For me, a sysadmin is a jack of all, master of few trades. A good sysadmin can play multiple roles effortlessly, in his professional as well as personal life. Once he is into debugging an issue, don’t disturb. That’s the only condition he would have.
I agree that its difficult to document how a sysadmin should trouble shoot the issue in hand. But this is a humble effort to do so and is based on the Master Class videos of Brendan Gregg, available in YouTube.
When you have an issue in hand, what is the first step you would take ?
How did you come to know about the issue ? Was it your customer or users that reported the issue to you verbally ? Or was it reported by your monitoring system ? Let me de-route here a bit. If the issue was not reported by your monitoring system, it is your responsibility to identify the root cause of the the issue and monitor it, so that you get alerted, before the user gets it next time.
If the issue was reported by the user, don’t take it for granted. You must understand the issue from a sysadmin point of view. For example, if a user claims that the server is down, don’t take it for granted and reboot the server. Try to understand why he thinks his server is down, most probably his website will be down, which require a web server restart or it could be even his database server. Before restarting the services please make sure that his public IP is not blocked in the server firewall.
You should duplicate the issue first and understand the root cause then, solve it. You may need temporary solutions or workarounds. But it is better not to settle for temporary and always go for permanent solution.
Duplication is successful. What’s next ?
You need the right tools with you to take this forward in order to troubleshoot the issue. Not just having the tools is enough, but where, when and how to use it is also important. In the above mentioned case, when the customer says the server is down, you were able to duplicate the issue and found that his website is not working while his email server is working. That’s when you need to know how the systems work.
You will have to use the dig/host/nslookup to see whether the website and the mail server are pointing to the same server. You should have a mental flowchart based on elimination.
If they are on the server, flow of your thoughts should be that are you able to ping and then ssh to the server. Now what if the ssh fails. If SSH fails, what is the error message. Is it “Connection refused” or “Connection reset by peer” or “Connection timed out”. Each of these error messages, should take you to different flow and finally you will be able to solve it.
What could be the reasons and how would I find it ?
Always check for the error logs. Almost all the services will have an option to enable the debug or error log level, ranging from errors to information type messages. Irrespective of whether it is an error with hardware or software, the errors are logged. All you have to do is to find the location where the errors are logged and demystifying the errors shown.
Not just logging is enough, but the error reporting in those logs should be monitored on a regular basis.
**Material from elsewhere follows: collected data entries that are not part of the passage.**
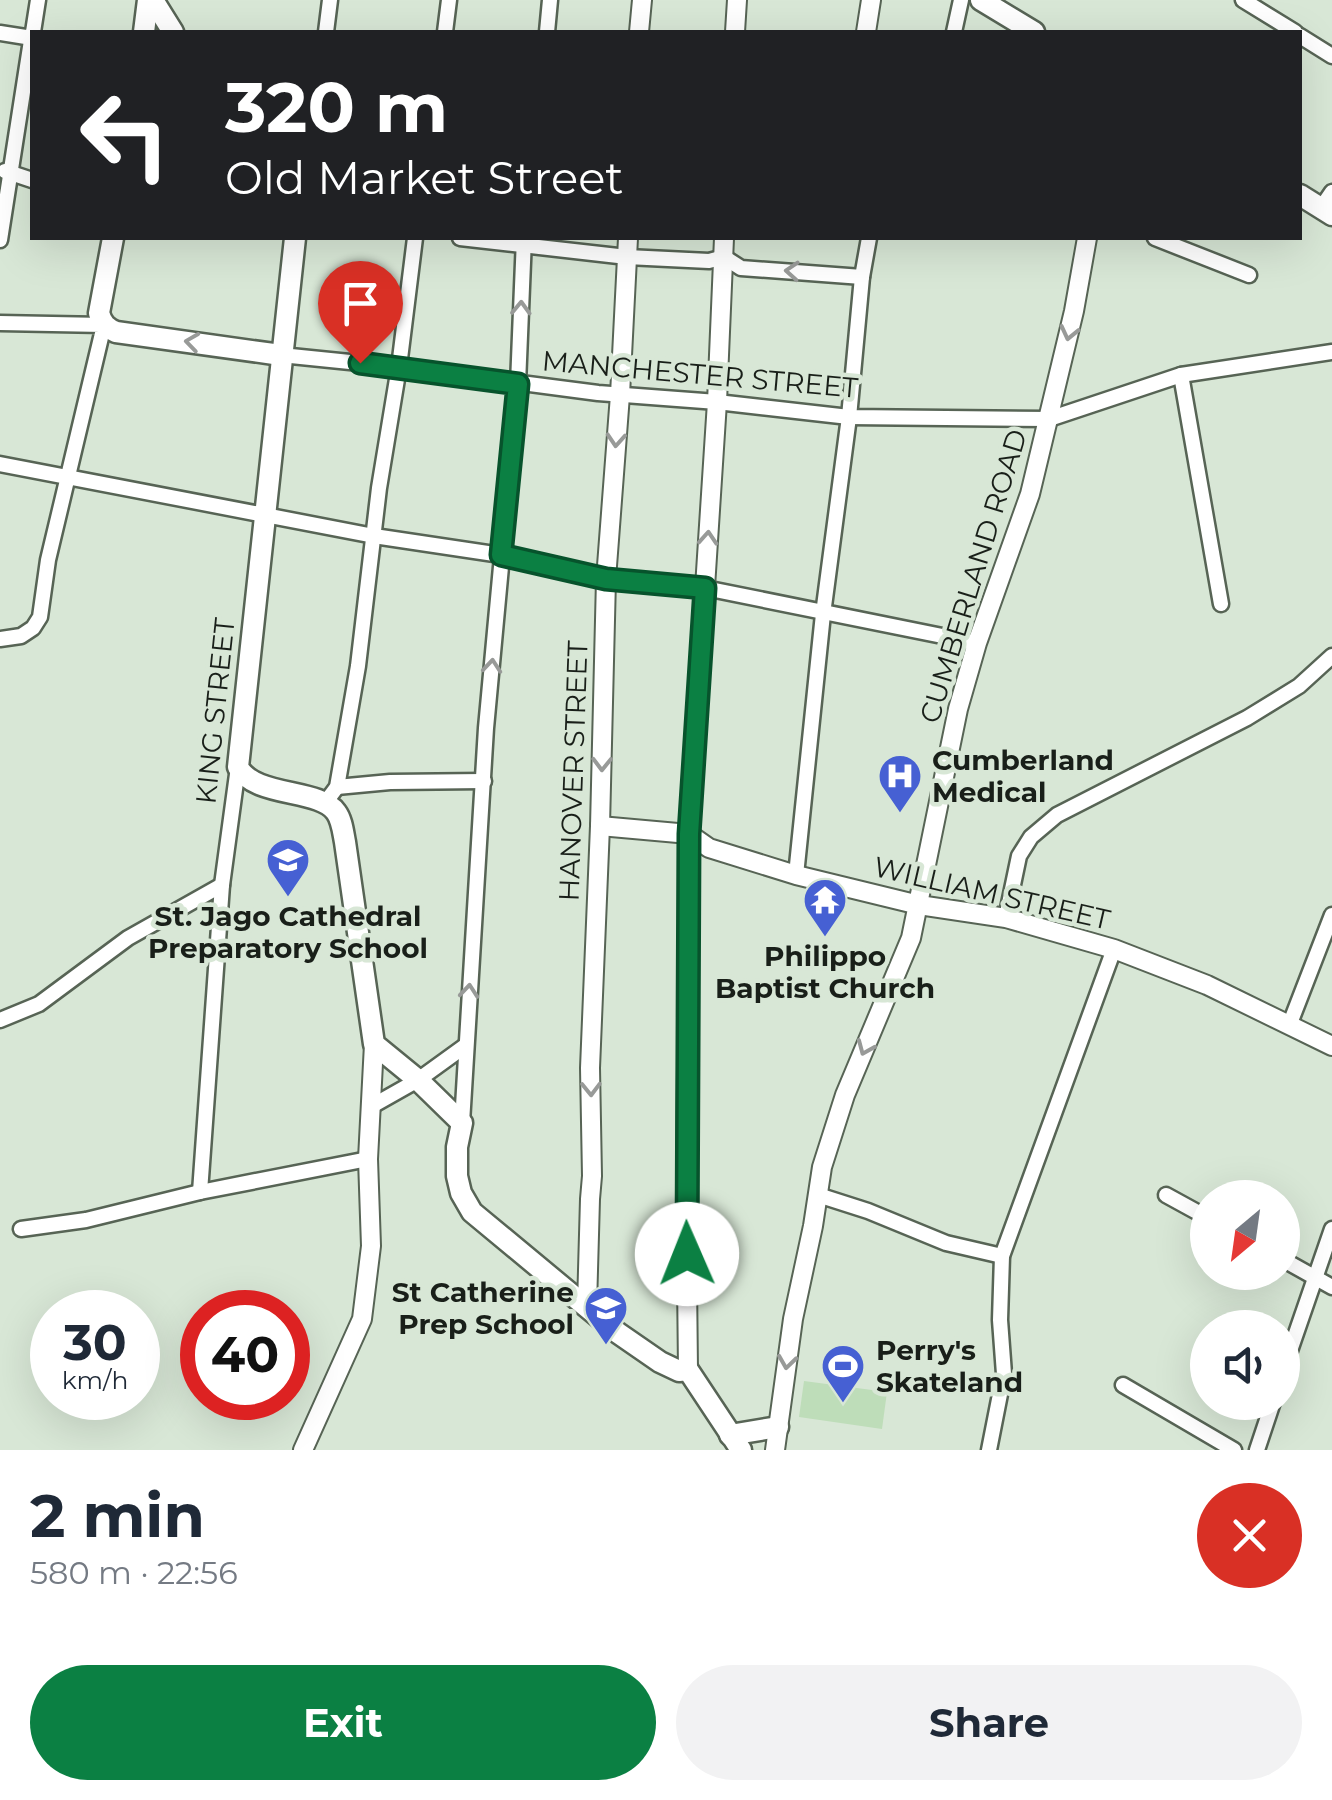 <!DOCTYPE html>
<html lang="en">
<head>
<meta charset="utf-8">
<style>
  :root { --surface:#fff; --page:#f2f2f3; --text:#1f2937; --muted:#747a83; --accent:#0b8043 }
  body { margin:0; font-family:Montserrat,sans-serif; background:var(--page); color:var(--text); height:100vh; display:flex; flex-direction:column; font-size:38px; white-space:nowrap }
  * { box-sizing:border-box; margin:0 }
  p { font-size:32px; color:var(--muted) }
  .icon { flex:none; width:55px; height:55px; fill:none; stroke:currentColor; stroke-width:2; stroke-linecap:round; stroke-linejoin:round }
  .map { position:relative; height:1450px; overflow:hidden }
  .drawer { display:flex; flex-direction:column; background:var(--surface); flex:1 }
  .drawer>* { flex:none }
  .top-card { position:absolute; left:30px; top:30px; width:1272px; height:210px; border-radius:0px; box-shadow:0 10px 40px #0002; background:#202124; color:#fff; overflow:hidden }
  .needle { width:65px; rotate:209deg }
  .buttons { position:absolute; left:1190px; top:1180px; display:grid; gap:20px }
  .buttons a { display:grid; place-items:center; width:110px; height:110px; border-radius:50%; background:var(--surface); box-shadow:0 10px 40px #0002; font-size:50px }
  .speed { position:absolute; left:30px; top:1290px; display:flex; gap:20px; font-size:50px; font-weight:700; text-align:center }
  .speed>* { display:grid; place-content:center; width:130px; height:130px; border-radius:50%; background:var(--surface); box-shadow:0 10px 40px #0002; line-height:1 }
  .speed small { font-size:25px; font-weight:400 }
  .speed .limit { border:15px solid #d22; background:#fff; color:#111 }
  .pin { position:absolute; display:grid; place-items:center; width:85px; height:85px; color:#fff; margin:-102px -42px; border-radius:50% 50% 50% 0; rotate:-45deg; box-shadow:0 0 10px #0007 }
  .pin .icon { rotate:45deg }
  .me { position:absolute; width:110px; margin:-55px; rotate:359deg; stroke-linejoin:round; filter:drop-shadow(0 0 8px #0008) }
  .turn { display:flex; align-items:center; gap:35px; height:210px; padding:0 30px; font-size:45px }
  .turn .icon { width:130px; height:130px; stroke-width:2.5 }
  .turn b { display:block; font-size:70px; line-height:85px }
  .round { display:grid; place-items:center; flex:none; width:105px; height:105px; border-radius:52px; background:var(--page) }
  .head { display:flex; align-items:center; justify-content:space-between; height:170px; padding:0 30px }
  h1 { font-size:60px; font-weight:700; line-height:75px }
  .cta { display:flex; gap:20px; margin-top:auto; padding:20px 30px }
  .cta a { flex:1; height:115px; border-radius:60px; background:var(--accent); color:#fff; font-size:40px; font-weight:700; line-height:115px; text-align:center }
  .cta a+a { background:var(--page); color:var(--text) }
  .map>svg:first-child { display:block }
</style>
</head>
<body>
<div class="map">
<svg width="1332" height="1450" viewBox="0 0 1332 1450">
  <rect width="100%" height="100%" fill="#d8e7d6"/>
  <polygon fill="#beddb9" points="804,1381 887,1392 882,1429 799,1417"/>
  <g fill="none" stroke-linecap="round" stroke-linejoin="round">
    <defs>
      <g id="minor">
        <polyline points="1243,0 1295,32"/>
        <polyline points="33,32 38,0"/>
        <polyline points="326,32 330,0"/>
        <polyline points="445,32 449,0"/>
        <polyline points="547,32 550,0"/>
        <polyline points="954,32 961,0"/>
        <polyline points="0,33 32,38"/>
        <polyline points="1300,36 1332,56"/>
        <polyline points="5,171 32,180"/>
        <polyline points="1321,208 1332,192"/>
        <polyline points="460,238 627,257 709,261 724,257 741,268 862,277"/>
        <polyline points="1155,238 1249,275"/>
        <polyline points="0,240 32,34"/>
        <polyline points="0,323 104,325 48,560 40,617 33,628 21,636 0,639"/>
        <polyline points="281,355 399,367 598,393 717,402 849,417 1049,419 1181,375 1332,352"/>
        <polyline points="1181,375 1221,604"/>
        <polyline points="0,464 374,536 501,555 606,579 705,588 977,643"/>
        <polyline points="337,787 390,782 484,781"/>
        <polyline points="325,803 337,787 358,666 379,488 399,367 415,238"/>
        <polyline points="796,875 823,614 849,417 862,277 869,238"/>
        <polyline points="1006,918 1019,856 1031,837 1057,815 1247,718 1299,686 1332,656"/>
        <polyline points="0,1020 39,1004 128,938 222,885"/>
        <polyline points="1289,1026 1332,915"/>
        <polyline points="372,1106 418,1080 465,1046"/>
        <polyline points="462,1123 486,728 518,384 524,238"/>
        <polyline points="200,1192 222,885 238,767"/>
        <polyline points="818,1195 868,1211 946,1243 1002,1256"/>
        <polyline points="1166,1195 1208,1218"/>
        <polyline points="21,1229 86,1220 200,1192 368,1159"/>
        <polyline points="1282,1259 1332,1287"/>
        <polyline points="1282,1374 1332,1229"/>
        <polyline points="1123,1385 1234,1450"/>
        <polyline points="989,1450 1004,1374 1000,1320 1002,1256 1114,949"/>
        <polyline points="1257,1450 1273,1402"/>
      </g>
      <g id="tertiary">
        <polyline points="639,32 642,0"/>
        <polyline points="735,32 737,0"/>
        <polyline points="866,32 871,0"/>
        <polyline points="600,826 689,834 709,848 796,875 919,905 1006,918 1114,949 1207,985 1332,1046"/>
        <polyline points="587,1306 590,1199 592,1176 590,1068 600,826 606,579 620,395 628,238"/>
        <polyline points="688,1370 686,1190 689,834 717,402 724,238"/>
        <polyline points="303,1450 362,1319 371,1246 368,1159 374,1044"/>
        <polyline points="775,1450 793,1319 813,1226 822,1167 845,1095 911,938 958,709 977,643 1030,494 1074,311 1087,238"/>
      </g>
      <g id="secondary">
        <polyline points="153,0 173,32"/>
        <polyline points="981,0 1034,32"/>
        <polyline points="144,32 148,0"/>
        <polyline points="1300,195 1332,215"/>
        <path d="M113,238l-14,75c3,11 8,15 17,19l165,23"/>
        <path d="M295,238l-57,529c17,31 81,21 98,45 6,8 7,20 9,30l29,202 44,36 44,43 -5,24v29l4,17 11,19 146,121 42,29 19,9 9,-1 53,80"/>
        <polyline points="730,1435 778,1427"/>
      </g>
    </defs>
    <use href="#minor" stroke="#576455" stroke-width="19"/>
    <use href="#tertiary" stroke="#576455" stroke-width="22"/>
    <use href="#secondary" stroke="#576455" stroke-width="25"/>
    <use href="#minor" stroke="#fff" stroke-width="14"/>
    <use href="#tertiary" stroke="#fff" stroke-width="18"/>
    <use href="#secondary" stroke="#fff" stroke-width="20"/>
  </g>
  <defs><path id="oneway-chevron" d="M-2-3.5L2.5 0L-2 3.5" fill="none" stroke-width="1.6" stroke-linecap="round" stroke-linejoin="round" transform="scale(2.5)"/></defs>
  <g stroke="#989a98">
    <use href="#oneway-chevron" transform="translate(792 271) rotate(-176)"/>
    <use href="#oneway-chevron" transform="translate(521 308) rotate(-88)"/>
    <use href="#oneway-chevron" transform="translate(1069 333) rotate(103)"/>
    <use href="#oneway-chevron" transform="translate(192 342) rotate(-172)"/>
    <use href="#oneway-chevron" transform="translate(616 440) rotate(94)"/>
    <use href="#oneway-chevron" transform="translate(708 538) rotate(-86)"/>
    <use href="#oneway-chevron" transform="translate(492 666) rotate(-85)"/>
    <use href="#oneway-chevron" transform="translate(602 764) rotate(91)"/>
    <use href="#oneway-chevron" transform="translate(469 991) rotate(-85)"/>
    <use href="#oneway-chevron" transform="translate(865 1048) rotate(113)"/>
    <use href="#oneway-chevron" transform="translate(591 1089) rotate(89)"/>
    <use href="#oneway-chevron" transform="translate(787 1362) rotate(98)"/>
  </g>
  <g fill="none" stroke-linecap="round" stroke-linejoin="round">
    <defs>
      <polyline id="route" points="360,363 518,384 501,555 606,579 705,588 689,834 687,1254"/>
    </defs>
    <use href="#route" stroke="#07532c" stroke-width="25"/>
    <use href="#route" stroke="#0b8043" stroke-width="18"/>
  </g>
  <defs>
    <symbol id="hospital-pin" viewBox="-11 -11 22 30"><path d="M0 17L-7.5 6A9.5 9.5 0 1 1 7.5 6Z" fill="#4660d3" stroke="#d8e7d6"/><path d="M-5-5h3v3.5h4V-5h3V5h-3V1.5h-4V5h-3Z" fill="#fff"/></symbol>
    <symbol id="school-pin" viewBox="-11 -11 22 30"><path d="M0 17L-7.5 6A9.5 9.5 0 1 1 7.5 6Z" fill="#4660d3" stroke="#d8e7d6"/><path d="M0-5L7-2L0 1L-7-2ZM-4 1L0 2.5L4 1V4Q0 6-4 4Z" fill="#fff"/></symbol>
    <symbol id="temple-pin" viewBox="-11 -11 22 30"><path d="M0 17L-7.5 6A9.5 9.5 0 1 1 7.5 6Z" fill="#4660d3" stroke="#d8e7d6"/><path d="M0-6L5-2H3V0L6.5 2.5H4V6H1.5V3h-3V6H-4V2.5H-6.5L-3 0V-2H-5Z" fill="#fff"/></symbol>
    <symbol id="stadium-pin" viewBox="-11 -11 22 30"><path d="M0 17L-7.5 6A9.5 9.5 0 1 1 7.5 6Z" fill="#4660d3" stroke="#d8e7d6"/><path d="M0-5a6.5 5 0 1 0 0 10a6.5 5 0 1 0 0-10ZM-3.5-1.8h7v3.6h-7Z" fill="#fff"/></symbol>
  </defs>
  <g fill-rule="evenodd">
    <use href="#hospital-pin" x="875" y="751" width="50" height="68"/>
    <use href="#school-pin" x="263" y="835" width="50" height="68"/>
    <use href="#temple-pin" x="800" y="875" width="50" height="68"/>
    <use href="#school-pin" x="581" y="1283" width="50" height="68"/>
    <use href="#stadium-pin" x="818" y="1341" width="50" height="68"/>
  </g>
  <g text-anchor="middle" stroke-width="9" stroke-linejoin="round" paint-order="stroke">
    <g font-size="28" fill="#191f19" stroke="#d8e7d6">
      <text transform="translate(700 374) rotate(5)" y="10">MANCHESTER STREET</text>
      <text transform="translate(973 576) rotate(-73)" y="10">CUMBERLAND ROAD</text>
      <text transform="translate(215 711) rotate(-84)" y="10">KING STREET</text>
      <text transform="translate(573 771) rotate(-88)" y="10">HANOVER STREET</text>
      <text transform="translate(992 893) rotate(13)" y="10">WILLIAM STREET</text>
    </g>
    <g font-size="28" font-weight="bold" fill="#191f19" stroke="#d8e7d6" text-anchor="start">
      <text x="932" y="770">Cumberland<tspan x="932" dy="32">Medical</tspan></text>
      <text x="288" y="926" text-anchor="middle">St. Jago Cathedral<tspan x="288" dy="32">Preparatory School</tspan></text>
      <text x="825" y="966" text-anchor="middle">Philippo<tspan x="825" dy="32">Baptist Church</tspan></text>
      <text x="574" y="1302" text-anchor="end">St Catherine<tspan x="574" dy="32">Prep School</tspan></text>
      <text x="876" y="1360">Perry's<tspan x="876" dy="32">Skateland</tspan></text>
    </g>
  </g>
</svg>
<div class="buttons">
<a><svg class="needle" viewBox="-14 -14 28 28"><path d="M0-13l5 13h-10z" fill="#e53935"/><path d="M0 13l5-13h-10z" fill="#747a83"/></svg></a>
<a><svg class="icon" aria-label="sound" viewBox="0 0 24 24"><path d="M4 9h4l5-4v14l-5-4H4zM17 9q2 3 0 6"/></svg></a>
</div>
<div class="speed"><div>30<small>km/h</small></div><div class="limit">40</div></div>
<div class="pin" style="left:360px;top:363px;background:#d93025"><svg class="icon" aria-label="arrive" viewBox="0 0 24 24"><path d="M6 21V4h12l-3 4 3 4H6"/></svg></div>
<svg class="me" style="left:687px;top:1254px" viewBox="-20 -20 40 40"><circle r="19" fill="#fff"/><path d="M0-13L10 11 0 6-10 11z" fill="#0b8043"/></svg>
<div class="top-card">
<div class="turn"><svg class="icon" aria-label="left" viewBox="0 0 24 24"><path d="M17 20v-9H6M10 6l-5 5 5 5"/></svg><div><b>320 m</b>Old Market Street</div></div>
</div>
</div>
<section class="drawer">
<div class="head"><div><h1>2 min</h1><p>580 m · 22:56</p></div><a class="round" style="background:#d93025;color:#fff"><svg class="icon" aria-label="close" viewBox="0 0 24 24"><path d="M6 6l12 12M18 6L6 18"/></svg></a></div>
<div class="cta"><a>Exit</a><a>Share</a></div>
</section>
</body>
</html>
Unless there is monitoring, you will be waiting for the users to report the errors and that results in bad reputation.
I found the issue and solved it. What’s next ?
First and foremost you should convince or analyze yourself whether the solution you have proposed or put together is temporary or permanent. It should be a permanent fix and shouldn’t repeat. If you fear that it may happen again, the problem is not solved. Work towards a permanent solution which will make sure that the issue wont repeat and if it ever happens, you should be the first to know and solve it before the issue elevates itself to critical level.
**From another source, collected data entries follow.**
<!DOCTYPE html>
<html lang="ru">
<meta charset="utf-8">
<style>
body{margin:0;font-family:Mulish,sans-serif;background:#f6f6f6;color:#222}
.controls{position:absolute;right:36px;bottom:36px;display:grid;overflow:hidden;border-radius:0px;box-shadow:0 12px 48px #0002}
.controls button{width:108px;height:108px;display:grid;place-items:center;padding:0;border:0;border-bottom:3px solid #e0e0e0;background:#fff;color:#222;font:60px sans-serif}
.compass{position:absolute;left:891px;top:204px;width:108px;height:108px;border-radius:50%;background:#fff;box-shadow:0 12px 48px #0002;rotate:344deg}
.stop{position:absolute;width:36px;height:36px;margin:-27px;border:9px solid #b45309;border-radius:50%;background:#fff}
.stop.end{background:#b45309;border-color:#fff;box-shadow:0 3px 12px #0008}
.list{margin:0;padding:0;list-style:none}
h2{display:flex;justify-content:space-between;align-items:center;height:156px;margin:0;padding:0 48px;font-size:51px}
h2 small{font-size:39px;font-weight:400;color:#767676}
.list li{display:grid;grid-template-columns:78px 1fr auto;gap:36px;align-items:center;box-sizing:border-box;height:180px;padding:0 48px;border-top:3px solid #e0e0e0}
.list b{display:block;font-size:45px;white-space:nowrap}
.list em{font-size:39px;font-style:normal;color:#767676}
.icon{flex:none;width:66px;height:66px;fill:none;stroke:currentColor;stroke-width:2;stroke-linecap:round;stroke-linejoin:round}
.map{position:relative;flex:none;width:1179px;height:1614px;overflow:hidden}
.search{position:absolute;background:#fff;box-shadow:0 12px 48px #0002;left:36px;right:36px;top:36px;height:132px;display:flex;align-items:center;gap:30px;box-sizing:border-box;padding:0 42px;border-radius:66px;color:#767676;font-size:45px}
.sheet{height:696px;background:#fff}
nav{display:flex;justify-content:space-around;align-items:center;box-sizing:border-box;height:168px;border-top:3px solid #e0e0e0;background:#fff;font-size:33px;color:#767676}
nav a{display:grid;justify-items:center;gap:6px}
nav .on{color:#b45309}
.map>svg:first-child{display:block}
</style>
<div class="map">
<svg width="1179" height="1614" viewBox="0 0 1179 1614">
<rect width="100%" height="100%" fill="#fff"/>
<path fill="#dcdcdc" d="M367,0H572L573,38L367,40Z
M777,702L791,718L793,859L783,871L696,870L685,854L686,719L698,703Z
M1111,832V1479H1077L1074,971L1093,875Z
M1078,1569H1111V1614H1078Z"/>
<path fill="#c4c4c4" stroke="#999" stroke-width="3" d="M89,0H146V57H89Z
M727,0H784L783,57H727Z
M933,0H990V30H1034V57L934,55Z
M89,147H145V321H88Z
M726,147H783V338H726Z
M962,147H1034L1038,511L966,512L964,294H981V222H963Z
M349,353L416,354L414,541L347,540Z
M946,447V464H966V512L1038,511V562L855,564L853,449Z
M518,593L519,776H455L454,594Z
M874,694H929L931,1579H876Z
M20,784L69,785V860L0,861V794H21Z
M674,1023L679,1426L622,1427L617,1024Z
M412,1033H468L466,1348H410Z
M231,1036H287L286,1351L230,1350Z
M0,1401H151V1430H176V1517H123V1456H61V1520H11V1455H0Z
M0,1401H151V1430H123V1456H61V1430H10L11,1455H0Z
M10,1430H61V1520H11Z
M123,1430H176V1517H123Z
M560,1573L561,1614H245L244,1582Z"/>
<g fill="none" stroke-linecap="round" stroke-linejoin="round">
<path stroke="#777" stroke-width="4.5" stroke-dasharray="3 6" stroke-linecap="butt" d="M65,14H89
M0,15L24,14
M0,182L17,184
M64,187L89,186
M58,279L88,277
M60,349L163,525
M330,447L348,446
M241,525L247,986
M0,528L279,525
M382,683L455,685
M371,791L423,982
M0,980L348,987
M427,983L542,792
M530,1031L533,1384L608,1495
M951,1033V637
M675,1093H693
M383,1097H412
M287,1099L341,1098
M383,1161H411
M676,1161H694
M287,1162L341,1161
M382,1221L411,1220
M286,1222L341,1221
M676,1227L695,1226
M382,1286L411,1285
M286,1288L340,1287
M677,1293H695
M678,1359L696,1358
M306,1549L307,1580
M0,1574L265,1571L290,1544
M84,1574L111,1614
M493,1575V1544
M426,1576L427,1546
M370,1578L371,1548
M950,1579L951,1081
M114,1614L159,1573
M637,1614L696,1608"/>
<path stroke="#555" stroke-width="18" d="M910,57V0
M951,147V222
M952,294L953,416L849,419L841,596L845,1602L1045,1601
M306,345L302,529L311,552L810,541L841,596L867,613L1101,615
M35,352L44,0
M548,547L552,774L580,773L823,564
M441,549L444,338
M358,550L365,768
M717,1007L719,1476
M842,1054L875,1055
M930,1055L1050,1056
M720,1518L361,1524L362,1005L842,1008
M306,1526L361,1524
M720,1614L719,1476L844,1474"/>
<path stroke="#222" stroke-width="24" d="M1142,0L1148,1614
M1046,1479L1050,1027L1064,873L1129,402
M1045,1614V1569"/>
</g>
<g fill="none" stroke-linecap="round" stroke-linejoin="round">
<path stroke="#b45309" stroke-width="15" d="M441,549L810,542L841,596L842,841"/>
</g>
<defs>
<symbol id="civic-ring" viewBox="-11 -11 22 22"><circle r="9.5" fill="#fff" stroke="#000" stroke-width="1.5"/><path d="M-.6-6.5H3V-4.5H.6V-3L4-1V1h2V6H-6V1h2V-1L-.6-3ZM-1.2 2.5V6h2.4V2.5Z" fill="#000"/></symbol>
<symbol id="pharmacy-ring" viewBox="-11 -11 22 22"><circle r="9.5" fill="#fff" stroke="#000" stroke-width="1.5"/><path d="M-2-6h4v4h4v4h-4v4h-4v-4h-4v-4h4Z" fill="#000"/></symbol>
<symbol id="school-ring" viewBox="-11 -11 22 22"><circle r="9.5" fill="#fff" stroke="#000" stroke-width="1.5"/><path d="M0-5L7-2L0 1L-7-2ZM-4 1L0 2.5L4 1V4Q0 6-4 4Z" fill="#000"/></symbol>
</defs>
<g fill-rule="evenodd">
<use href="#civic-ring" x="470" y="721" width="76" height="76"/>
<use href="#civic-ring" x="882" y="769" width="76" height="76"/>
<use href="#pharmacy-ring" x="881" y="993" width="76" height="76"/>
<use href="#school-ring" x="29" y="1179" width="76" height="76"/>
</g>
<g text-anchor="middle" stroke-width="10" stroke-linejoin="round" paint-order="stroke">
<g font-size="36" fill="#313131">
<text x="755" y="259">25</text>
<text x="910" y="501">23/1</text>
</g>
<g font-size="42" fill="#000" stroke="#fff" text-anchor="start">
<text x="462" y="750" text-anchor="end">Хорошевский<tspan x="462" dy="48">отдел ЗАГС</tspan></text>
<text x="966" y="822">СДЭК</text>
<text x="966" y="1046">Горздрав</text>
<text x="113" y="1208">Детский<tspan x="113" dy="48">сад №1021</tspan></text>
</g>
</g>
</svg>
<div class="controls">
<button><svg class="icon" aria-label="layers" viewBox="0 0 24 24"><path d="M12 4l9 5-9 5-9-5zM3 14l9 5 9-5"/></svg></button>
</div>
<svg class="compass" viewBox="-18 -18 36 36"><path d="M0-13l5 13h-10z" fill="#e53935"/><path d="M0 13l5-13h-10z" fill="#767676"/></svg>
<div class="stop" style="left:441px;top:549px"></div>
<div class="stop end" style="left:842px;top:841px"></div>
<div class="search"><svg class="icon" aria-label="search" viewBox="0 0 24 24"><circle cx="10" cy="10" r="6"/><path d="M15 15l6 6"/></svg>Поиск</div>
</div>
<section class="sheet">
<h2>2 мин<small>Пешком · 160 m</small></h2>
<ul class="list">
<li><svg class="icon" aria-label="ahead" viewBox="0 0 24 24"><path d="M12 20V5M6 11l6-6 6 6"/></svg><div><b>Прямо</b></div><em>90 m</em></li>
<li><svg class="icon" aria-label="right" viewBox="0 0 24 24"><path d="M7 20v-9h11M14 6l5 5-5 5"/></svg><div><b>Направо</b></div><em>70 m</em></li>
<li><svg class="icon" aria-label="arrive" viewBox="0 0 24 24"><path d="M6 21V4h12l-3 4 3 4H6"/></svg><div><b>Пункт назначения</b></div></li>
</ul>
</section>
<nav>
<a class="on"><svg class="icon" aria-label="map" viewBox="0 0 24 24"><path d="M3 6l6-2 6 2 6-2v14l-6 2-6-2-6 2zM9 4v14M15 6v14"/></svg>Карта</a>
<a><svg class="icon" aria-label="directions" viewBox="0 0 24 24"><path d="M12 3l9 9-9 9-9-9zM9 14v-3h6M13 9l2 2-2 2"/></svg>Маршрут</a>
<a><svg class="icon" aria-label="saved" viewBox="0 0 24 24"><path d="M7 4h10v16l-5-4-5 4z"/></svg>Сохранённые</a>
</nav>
Document the issue and the solution. You may have solved it now, but what if the issue repeats in another office network, say, after 3 years. You may have a vague memory that you have seen this issue somewhere, but would have forgotten by now on how you solved it. You will have to reinvent the wheel. That is why documentation is important so that you can come back any time and solve the issues faster.
This also mean that a good sysadmin will make sure that the issue doesn’t repeat on the same server and he will catch it before it happens. However not every sysadmin does, because a sysadmin by nature is a lazy one. But the genius yet lazy sysadmin does it. He documents everything, so that when he is not around, other sysadmins can solve it, and get things moving without disturbing his sleep.
A good sysadmin believes that “prevention is better than cure” and that “a stitch in time saves nine!”